Personal information
- Born: August 22, 1987 (age 38) Traverse City, Michigan, U.S.
- Listed height: 6 ft 0 in (1.83 m)
- Listed weight: 225 lb (102 kg)

Career information
- High school: Traverse City West (MI)
- College: Michigan State
- NFL draft: 2011: undrafted

Career history
- Jacksonville Jaguars (2011)*; Cleveland Browns (2011)*; Edmonton Eskimos (2012)*;
- * Offseason and/or practice squad member only

Awards and highlights
- Second-team All-Big Ten (2010);

= Eric Gordon (American football) =

American gridiron football player (born 1987)

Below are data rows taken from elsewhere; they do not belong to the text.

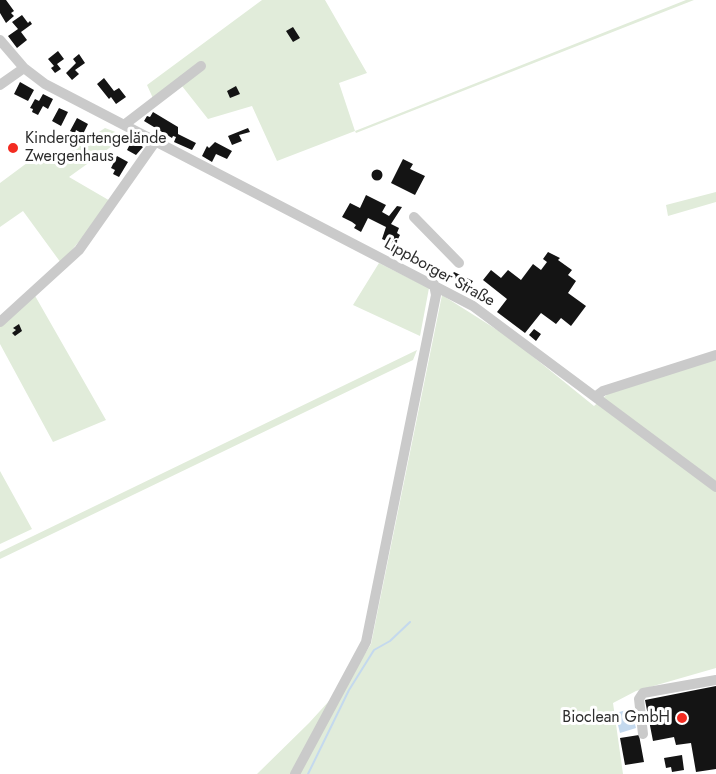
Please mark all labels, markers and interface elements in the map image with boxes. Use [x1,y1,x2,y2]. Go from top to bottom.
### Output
place label: Kindergartengelände Zwergenhaus [25,129,167,167]
marker: Kindergartengelände Zwergenhaus [6,141,20,155]
street label: Lippborger Straße [380,235,498,311]
place label: Bioclean GmbH [562,708,670,728]
marker: Bioclean GmbH [675,711,689,725]

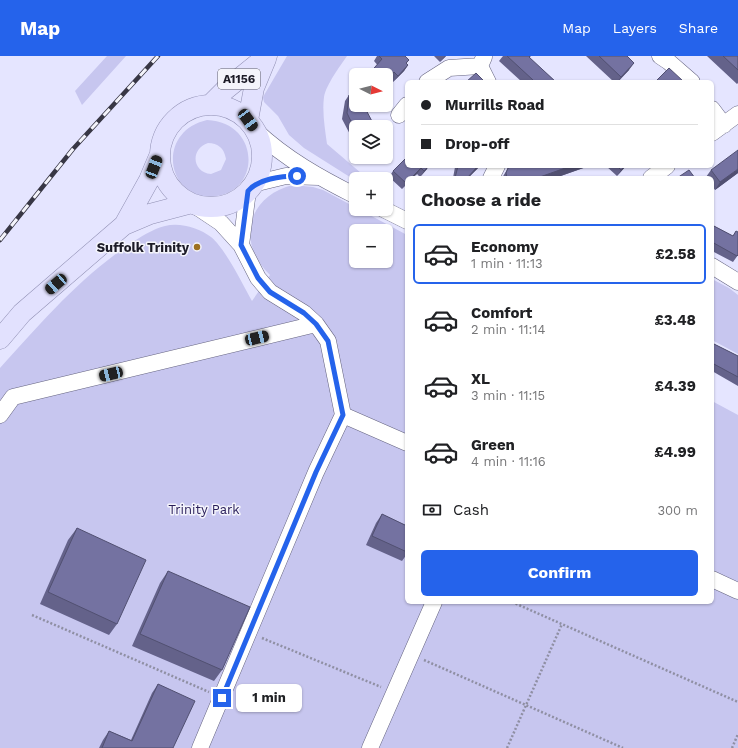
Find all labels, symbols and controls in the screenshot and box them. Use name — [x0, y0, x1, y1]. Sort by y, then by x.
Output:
text: Map — [20, 17, 60, 40]
text: Map — [562, 20, 591, 36]
text: Layers — [613, 20, 657, 36]
text: Share — [679, 20, 718, 36]
north arrow — [349, 68, 393, 112]
map controls — [349, 68, 393, 268]
road number: A1156 — [218, 69, 260, 89]
text: Murrills Road — [445, 96, 544, 114]
car — [236, 107, 260, 133]
button: layers — [349, 120, 393, 164]
text: Drop-off — [445, 135, 510, 153]
car — [144, 154, 164, 180]
route start — [288, 167, 306, 185]
button: + — [349, 172, 393, 216]
text: Choose a ride — [421, 189, 541, 210]
button: − — [349, 224, 393, 268]
icon: car — [423, 236, 459, 272]
text: Economy — [471, 238, 538, 256]
place label: Suffolk Trinity — [97, 240, 190, 255]
marker: Suffolk Trinity — [192, 242, 202, 252]
text: £2.58 — [655, 245, 696, 263]
text: 1 min · 11:13 — [471, 256, 543, 271]
car — [43, 272, 69, 296]
icon: car — [423, 302, 459, 338]
text: Comfort — [471, 304, 532, 322]
text: £3.48 — [654, 311, 696, 329]
text: 2 min · 11:14 — [471, 322, 545, 337]
car — [244, 329, 270, 347]
car — [98, 365, 124, 383]
icon: car — [423, 368, 459, 404]
text: XL — [471, 370, 490, 388]
text: £4.39 — [655, 377, 696, 395]
text: 3 min · 11:15 — [471, 388, 545, 403]
icon: car — [423, 434, 459, 470]
text: Green — [471, 436, 515, 454]
text: £4.99 — [654, 443, 696, 461]
text: 4 min · 11:16 — [471, 454, 546, 469]
icon: cash — [421, 499, 443, 521]
text: Cash — [453, 501, 489, 519]
park label: Trinity Park — [168, 502, 240, 517]
text: 300 m — [657, 503, 698, 518]
button: Confirm — [421, 550, 698, 596]
callout: 1 min — [236, 684, 302, 712]
route end — [213, 689, 231, 707]
text: 1 min — [252, 690, 286, 705]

Eric Gordon (born August 22, 1987) is an American former professional football linebacker who played for the Edmonton Eskimos of the Canadian Football League (CFL). He was released by the Edmonton Eskimos on June 3, 2012 and he was signed by the Jaguars as an undrafted free agent in 2011. He played college football at Michigan State where he was a four-year starter. He started 49 of 51 games at linebacker and holds the Michigan State record for the most games as a starter. He ranks among Michigan State's all-time leaders in tackles for loss, tackles, and sacks.